Q: Temple is more flexible than other hospitals when it comes to heart transplantation candidate selection. Why is that?
Dr. Hamad: We don’t believe in having a strict cutoff or a strict set of criteria when it comes to listing patients for heart transplants. Instead, we evaluate each patient when they come in and make individual decisions based on their unique clinical and personal history. We do this because we think it’s the right thing to do.
Q: In what areas are you flexible?
Dr. Hamad: Often, other hospitals may shy away from patients they determine to be “high-risk." These patients may have medical problems with multiple organs. They may have had other surgeries or radiation therapy in the past. They may have what we call “high antibody levels,” which means their donor pool is very small.

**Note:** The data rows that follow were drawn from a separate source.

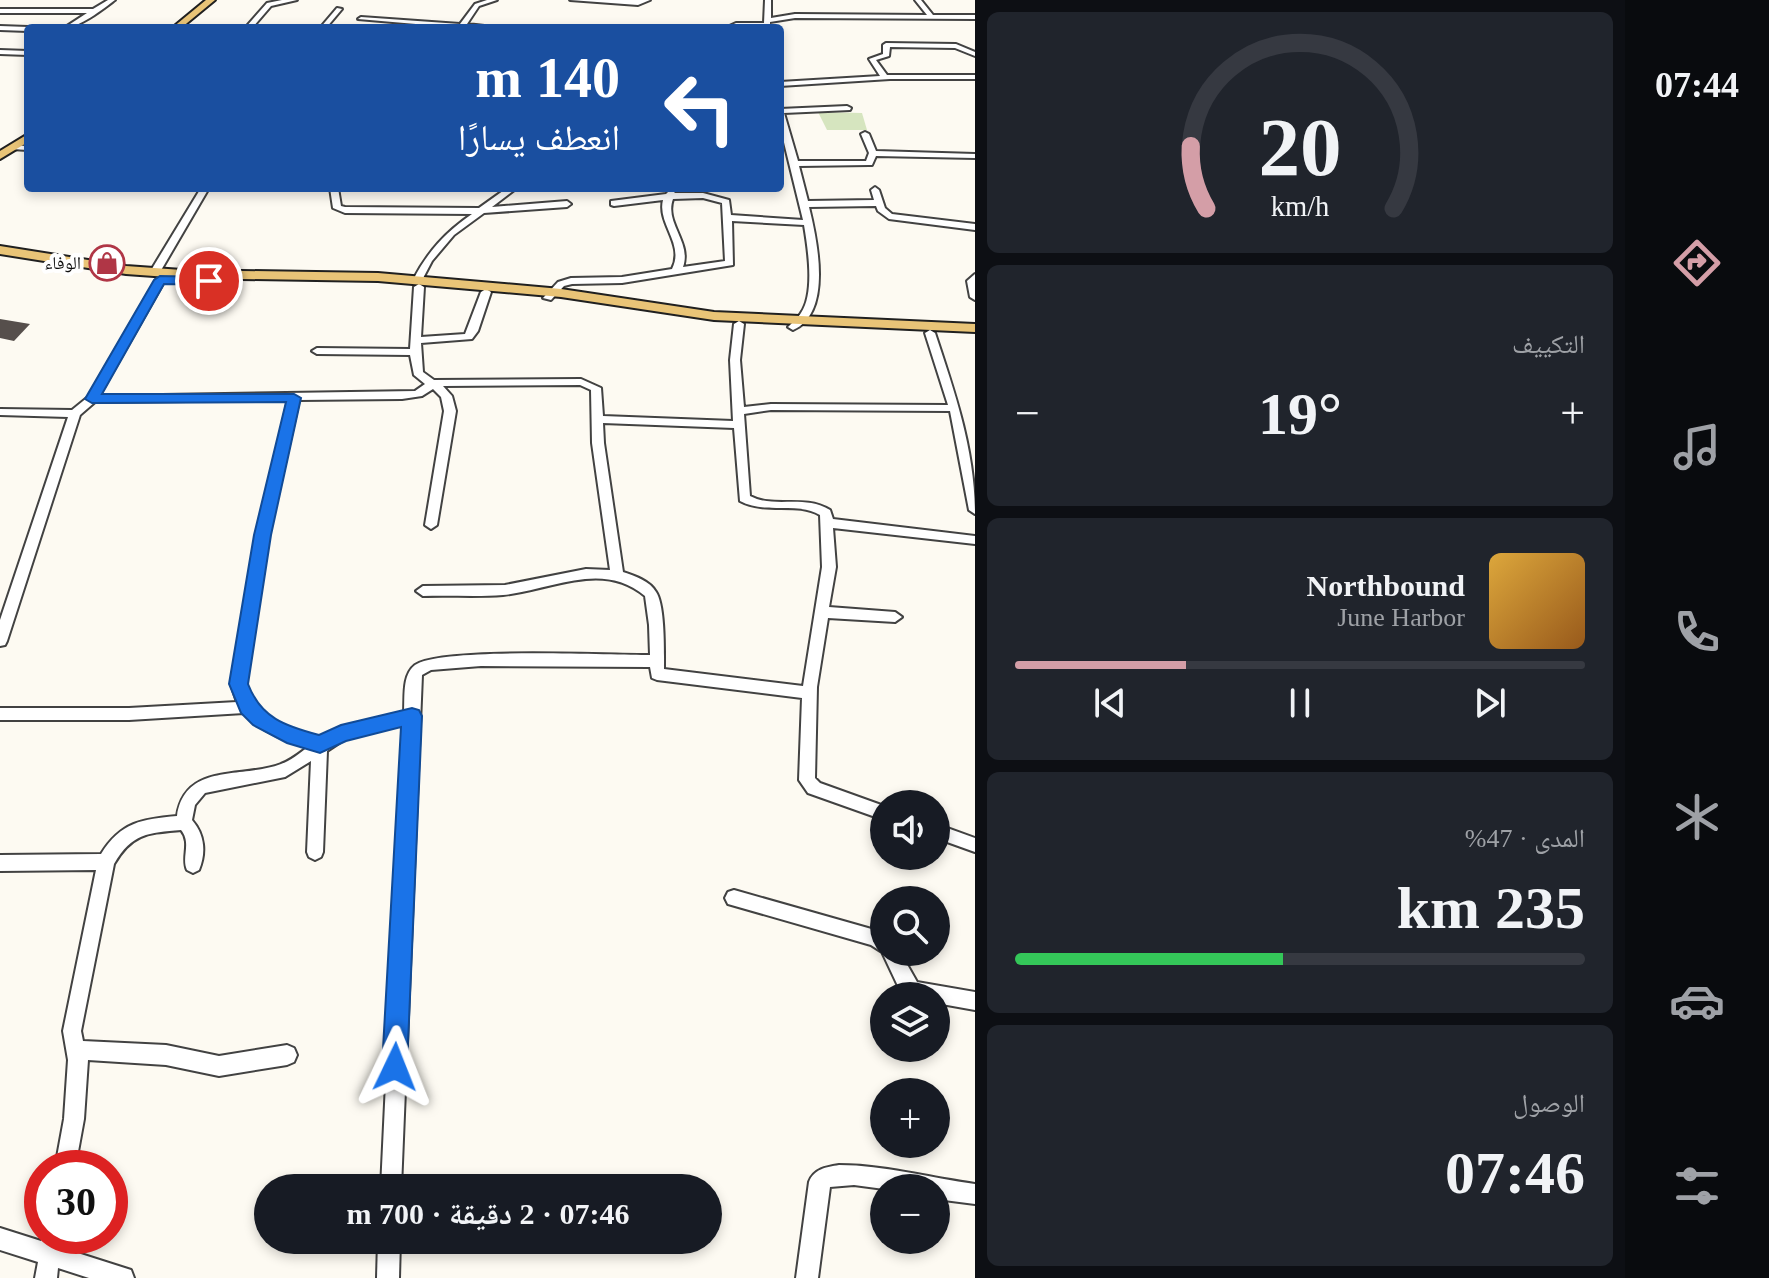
<!DOCTYPE html>
<html lang="ar">
<meta charset="utf-8">
<style>
:root{--surface:#171b24;--page:#20242c;--text:#f1f3f6;--muted:#9ea1a6;--line:#363941;--accent:#d49ea7}
body{margin:0;font-family:"Times New Roman","Noto Naskh Arabic",serif;background:var(--page);color:var(--text);direction:rtl;height:100vh;display:flex;flex-direction:column;font-size:30px;white-space:nowrap}
*{box-sizing:border-box;margin:0}
p{font-size:26px;color:var(--muted)}
.icon{flex:none;width:44px;height:44px;fill:none;stroke:currentColor;stroke-width:2;stroke-linecap:round;stroke-linejoin:round}
.map{position:relative;flex:1;overflow:hidden;direction:ltr}
.side{display:flex;flex-direction:column;gap:12px;padding:12px;background:#0d0f14;width:650px}
.side>*{flex:none}
.banner{position:absolute;left:24px;top:24px;width:760px;height:168px;border-radius:8px;box-shadow:0 4px 12px #0003;direction:rtl;background:#1a4fa0;color:#fff;overflow:hidden}
.fabs{position:absolute;left:870px;top:790px;display:grid;gap:16px}
.fabs a{display:grid;place-items:center;width:80px;height:80px;border-radius:50%;background:var(--surface);box-shadow:0 4px 12px #0003;font-size:40px}
.speed{position:absolute;left:24px;top:1150px;display:flex;gap:16px;font-size:40px;font-weight:700;text-align:center}
.speed>*{display:grid;place-content:center;width:104px;height:104px;border-radius:50%;background:var(--surface);box-shadow:0 4px 12px #0003;line-height:1}
.speed .limit{border:12px solid #d22;background:#fff;color:#111}
.pin{position:absolute;display:grid;place-items:center;width:68px;height:68px;color:#fff;margin:-34px;border:4px solid #fff;border-radius:50%;box-shadow:0 2px 8px #0007}
.me{position:absolute;width:88px;margin:-44px;rotate:2deg;stroke-linejoin:round;filter:drop-shadow(0 0 6px #0008)}
.turn{display:flex;align-items:center;gap:28px;height:168px;padding:0 32px;font-size:36px}
.turn .icon{width:104px;height:104px;stroke-width:2.5}
.turn b{display:block;font-size:56px;line-height:68px}
.big{font-size:60px;font-weight:700;line-height:1.1}
.side .tile{flex:1;display:flex;flex-direction:column;justify-content:center;gap:12px;min-width:0;padding:0 28px;border-radius:12px;background:var(--page)}
.side .dial{align-items:center;gap:0}
.dial svg{height:208px;overflow:visible;fill:none;stroke:var(--line);stroke-width:7;stroke-linecap:round;text-anchor:middle}
.dial text{fill:var(--text);stroke:none}
.song{display:flex;align-items:center;gap:24px}
.cover{width:96px;height:96px;border-radius:12px;background:linear-gradient(135deg,hsl(40 70% 55%),hsl(30 70% 35%))}
.played{height:8px;border-radius:4px;background:linear-gradient(90deg,var(--accent) 30%,var(--line) 30%)}
.keys{display:flex;justify-content:space-around;direction:ltr}
.heat{display:flex;justify-content:space-between;align-items:center;font-size:44px;direction:ltr}
.charge{height:12px;border-radius:6px;background:linear-gradient(90deg,#34c759 47%,var(--line) 0)}
.trip{position:absolute;left:254px;top:1174px;width:468px;height:80px;border-radius:40px;background:var(--surface);box-shadow:0 4px 12px #0003;font-weight:700;line-height:80px;text-align:center;direction:rtl}
main{display:flex;flex:1;min-height:0}
.tabs{display:flex;flex-direction:column;width:144px;justify-content:space-around;align-items:center;background:#090b0e;color:var(--muted)}
.tabs .icon{width:56px;height:56px}
.tabs .on{color:var(--accent)}
.tabs b{font-size:36px;color:var(--text)}
.map>svg:first-child{display:block}
.green{fill:#d6e5bf}
.building{fill:#564f4c}
.lines{fill:none;stroke-linecap:round;stroke-linejoin:round}
.minor-casing{stroke:#424242;stroke-width:4}
.major-casing{stroke:#202020;stroke-width:4}
.minor{fill:#fff;fill-rule:evenodd}
.major{fill:#e9c477;fill-rule:evenodd}
.route{fill:#1a73e8;stroke:#114b97;stroke-width:2}
.labels{text-anchor:middle;dominant-baseline:central;stroke-width:8;stroke-linejoin:round;paint-order:stroke}
.far-poi-label{font-size:18px;fill:#0f0f0f;stroke:#fff;text-anchor:end}
</style>
<main>
<nav class="tabs">
<b>07:44</b>
<svg class="icon on" aria-label="directions" viewBox="0 0 24 24"><path d="M12 3l9 9-9 9-9-9zM9 14v-3h6M13 9l2 2-2 2"/></svg>
<svg class="icon" aria-label="music" viewBox="0 0 24 24"><path d="M9 18V5l10-2v13"/><circle cx="6" cy="18" r="3"/><circle cx="16" cy="16" r="3"/></svg>
<svg class="icon" aria-label="phone" viewBox="0 0 24 24"><path d="M5 4h4l2 5-3 2q2 4 5 5l2-3 5 2v4C11 20 4 13 5 4z"/></svg>
<svg class="icon" aria-label="climate" viewBox="0 0 24 24"><path d="M12 3v18M4 7l16 10M4 17L20 7"/></svg>
<svg class="icon" aria-label="car" viewBox="0 0 24 24"><path d="M5 17H2v-5l4-1 3-4h7l3 4 3 1v5h-3M9 17h6M6 11h13"/><circle cx="7" cy="17" r="2"/><circle cx="17" cy="17" r="2"/></svg>
<svg class="icon" aria-label="filters" viewBox="0 0 24 24"><path d="M4 7h16M4 17h16"/><circle cx="9" cy="7" r="2"/><circle cx="15" cy="17" r="2"/></svg>
</nav>
<section class="side">
<div class="tile dial"><svg viewBox="0 0 100 80">
<path d="M14 69A42 42 0 1 1 86 69"/>
<path d="M14 69A42 42 0 0 1 8 45" stroke="#d49ea7"/>
<text x="50" y="56" font-size="32" font-weight="700">20</text>
<text x="50" y="72" font-size="11">km/h</text>
</svg></div>
<div class="tile"><p>التكييف</p>
<div class="heat"><a>−</a><b class="big">19°</b><a>+</a></div>
</div>
<div class="tile">
<div class="song"><i class="cover"></i><div><b>Northbound</b><p>June Harbor</p></div></div>
<div class="played"></div>
<div class="keys"><svg class="icon" aria-label="previous" viewBox="0 0 24 24"><path d="M18 5L8 12l10 7zM5 5v14"/></svg><svg class="icon" aria-label="pause" viewBox="0 0 24 24"><path d="M8 5v14M16 5v14"/></svg><svg class="icon" aria-label="next" viewBox="0 0 24 24"><path d="M6 5l10 7-10 7zM19 5v14"/></svg></div>
</div>
<div class="tile"><p>المدى · 47%</p><b class="big">235 km</b><div class="charge"></div></div>
<div class="tile"><p>الوصول</p><b class="big">07:46</b></div>
</section>
<div class="map">
<svg width="975" height="1278" viewBox="0 0 975 1278">
<rect width="100%" height="100%" fill="#fdfaf2"/>
<polygon class="green" points="818,112 862,113 867,130 827,130"/>
<polygon class="building" points="0,319 30,324 14,341 0,338"/>
<g class="lines">
<defs>
<g id="minor">
<path d="M108,0H115C103,9 79,28 64,28L87,13H0V9H93Z"/>
<polygon points="282,0 297,0 271,6 252,28 245,28 267,3"/>
<polygon points="487,0 497,0 479,6 467,24 502,28 462,28 358,19 361,17 460,24 475,4"/>
<polygon points="570,0 650,0 638,5"/>
<polygon points="765,0 771,0 771,18 795,14 927,15 915,0 921,0 933,15 975,15 975,19 795,18 770,22 770,28 725,28 736,23 764,23"/>
<polygon points="337,8 342,9 326,28 320,28"/>
<polygon points="0,26 28,27 31,28 28,28 28,31 0,30"/>
<polygon points="886,43 956,44 975,52 975,56 955,48 890,47 889,56 876,60 887,75 975,75 975,79 890,79 780,86 780,82 880,76 869,59 883,54 883,45"/>
<polygon points="0,50 28,51 28,55 0,54"/>
<path d="M847,106L851,108L850,110L784,113L798,161H866L869,153L861,134L865,132L869,134L876,151L975,154V158L876,156L872,165H869L799,166L808,201L874,200L871,190L875,187L879,190L885,208L892,214L975,224V230L889,219L878,211L876,206L809,207C817,240 833,312 793,330L788,327C792,323 798,318 801,313C815,293 808,249 804,225L732,221L733,265L622,283L572,284L564,286L551,300L543,298L558,282L571,278L622,277L672,269C685,244 657,224 663,200L614,206L611,205V201L666,194L671,189L675,193H703L729,200L731,215L803,220L780,126V109ZM703,198L722,203L725,261L683,267C692,242 664,223 673,199Z"/>
<polygon points="11,145 28,146 28,150 11,149"/>
<polygon points="201,188 209,188 160,272 152,274 150,272"/>
<path d="M330,188H338L341,206L345,207L479,208L507,188H517L492,207L567,201L571,204L567,207L484,213L454,235L432,261L421,282L418,283L413,280C428,251 446,232 472,214L345,213L333,208Z"/>
<polygon points="975,274 975,300 970,297 967,281"/>
<path d="M157,278L165,280L99,396L415,391L425,384L414,375L410,355L317,354L312,351L317,348L410,349L414,287L419,284L424,287L421,337L465,334L481,292L486,289L491,292L478,331L472,339L421,343L423,372L434,380L581,379L601,388L603,416L733,421L730,360L734,324L739,321L744,324L740,360L744,407L771,404L948,405L925,333L930,330L935,333C955,393 975,451 975,514L969,510L950,411L771,410L744,414L750,496C775,509 803,494 830,510L833,519L975,536V544L833,528L836,567L829,607L895,612L902,617L895,622L828,618L817,687L815,778L820,783L884,806V820L808,793L799,780L802,698L657,680L652,678L650,667L481,666L431,670L422,675L401,1188H381L403,724L345,739L327,751L323,852L321,857L315,860L309,857L307,852L311,761L285,777L205,793L195,805L192,820C205,835 206,853 199,870L193,873L187,870C181,857 192,843 181,830C148,833 132,833 114,864L81,1031L83,1041L166,1045L219,1056L287,1045L294,1048L297,1055L294,1062L287,1065L219,1076L166,1065L88,1060L84,1119L75,1168H55L64,1119L68,1060L63,1031L96,870L0,871V855L101,854C121,822 142,819 177,816C185,762 242,779 281,764C290,761 300,753 308,747C284,741 261,731 244,713L129,720H0V708H129L237,702L231,684L257,535L288,400L95,402L80,415L7,641L5,645L0,646V620L68,417L0,415V409L72,410L88,397ZM580,385L591,390L592,443L610,570L586,569L505,585L423,586L416,591L423,596C450,595 477,597 503,595C552,590 602,560 645,596L649,625L650,655C609,655 440,647 415,665C402,675 405,697 404,712L341,728L322,738C299,732 266,724 253,702C249,697 248,690 245,684L269,535L299,400L402,399L422,396L433,389L441,397L444,411L425,525L431,529L437,525L456,411L452,396L443,386ZM603,423L734,428L740,501C767,515 796,501 820,515L822,567L803,686L664,669C664,652 665,605 656,592C650,581 635,576 623,572L604,443Z"/>
<polygon points="936,824 975,838 975,852 936,838"/>
<polygon points="734,890 882,932 884,952 900,952 917,982 975,992 975,1010 936,1003 936,996 905,996 898,986 882,952 871,945 728,904 725,898 728,892"/>
<path d="M839,1165C885,1165 930,1178 975,1184V1204L936,1199V1188L884,1189L854,1185L830,1187L818,1278H796L809,1182C814,1169 826,1167 839,1165Z"/>
<polygon points="0,1228 41,1241 42,1236 64,1236 62,1248 131,1270 134,1278 89,1278 58,1268 57,1278 35,1278 38,1262 0,1250"/>
<polygon points="378,1240 400,1240 399,1278 377,1278"/>
</g>
<g id="major">
<polygon points="206,0 215,0 181,28 172,28"/>
<polygon points="28,134 28,142 0,159 0,151"/>
<polygon points="0,246 126,266 182,270 378,273 561,289 714,312 975,324 975,332 714,320 561,297 378,281 182,278 126,274 0,254"/>
</g>
</defs>
<use href="#minor" class="minor-casing"/>
<use href="#major" class="major-casing"/>
<use href="#minor" class="minor"/>
<use href="#major" class="major"/>
</g>
<path class="route" d="M160,276L209,277L215,281L209,285L164,284L102,394H294L301,398L271,535L248,684C261,718 285,726 319,735L341,725L412,708L419,710L422,716L407,1067L403,1076L395,1080L386,1076L382,1067L401,727L346,741L320,753L287,743L253,725L241,713L229,684L254,535L286,402L92,403L85,399L154,280Z"/>
<defs>
<symbol id="shop-ring" viewBox="-11 -11 22 22"><circle r="9.5" fill="#fff" stroke="#b03646" stroke-width="1.5"/><path d="M-5-2.5h2.3a2.7 3.5 0 0 1 5.4 0H5L5.5 6h-11ZM-1.5-2.5h3a1.5 2.3 0 0 0-3 0Z" fill="#b03646"/></symbol>
</defs>
<g fill-rule="evenodd">
<use href="#shop-ring" x="87" y="243" width="40" height="40"/>
</g>
<g class="labels">
<g class="far-poi-label">
<text x="81" y="263">الوفاء</text>
</g>
</g>
</svg>
<div class="fabs">
<a><svg class="icon" aria-label="sound" viewBox="0 0 24 24"><path d="M4 9h4l5-4v14l-5-4H4zM17 9q2 3 0 6"/></svg></a>
<a><svg class="icon" aria-label="search" viewBox="0 0 24 24"><circle cx="10" cy="10" r="6"/><path d="M15 15l6 6"/></svg></a>
<a><svg class="icon" aria-label="layers" viewBox="0 0 24 24"><path d="M12 4l9 5-9 5-9-5zM3 14l9 5 9-5"/></svg></a>
<a>+</a>
<a>−</a>
</div>
<div class="speed"><div class="limit">30</div></div>
<div class="pin" style="left:209px;top:281px;background:#d93025"><svg class="icon" aria-label="arrive" viewBox="0 0 24 24"><path d="M6 21V4h12l-3 4 3 4H6"/></svg></div>
<svg class="me" style="left:395px;top:1067px" viewBox="-20 -20 40 40"><path d="M0-17L14 15 0 8-14 15z" fill="#1a73e8" stroke="#fff" stroke-width="4"/></svg>
<div class="trip">07:46 · 2 دقيقة · 700 m</div>
<div class="banner">
<div class="turn"><svg class="icon" aria-label="left" viewBox="0 0 24 24"><path d="M17 20v-9H6M10 6l-5 5 5 5"/></svg><div><b>140 m</b>انعطف يسارًا</div></div>
</div>
</div>
</main>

We’re able to take many of these higher-risk patients because we work with them all the time and we have become very good at what we do. Our transplant survival rate of 98% reflects that. We also do not have a specific age cutoff.
Q: Temple’s transplant survival rates are the highest in the Philadelphia region by far. How do you achieve those results when you take these higher-risk patients?
Dr. Hamad: Our survival rate of 98% is amazing, and there are a few reasons we have achieved that. First, we are one of the most experienced heart transplant centers in the country. We have a level of expertise here that allows us to manage all types of patients, including those that are higher risk.
Q: Temple is the fastest list-to-transplant in the Philadelphia region by far. How do you achieve that?
Dr. Hamad: We evaluate donor hearts differently than other hospitals. We look very closely at these hearts and are willing to take higher-risk organs because we know we have the experience and management plan in place to produce great outcomes.
We understand that they are complex patients with other medical issues. We make a plan to manage them post-surgery and post-discharge.
Q: So it’s not an exaggeration to say you are giving patients without hope a second chance.
Dr. Hamad: That’s true. It’s a sad reality that without a transplant or a mechanical heart pump, most patients with end-stage heart failure will live no longer than 6 months. These individuals should not be automatically shut out because they didn’t meet a certain set of criteria.
Q: The work you and your team are doing is changing lives.
Dr. Hamad: It really is. Our patients comment all the time that they have a new life. They tell us how they’re back to doing things they always wanted to do but couldn’t. I always tell them that they will feel born again after a transplant or when they receive a heart pump.
And they come back and tell us stories about how they are attending graduations and weddings they never thought they would see. It’s very gratifying.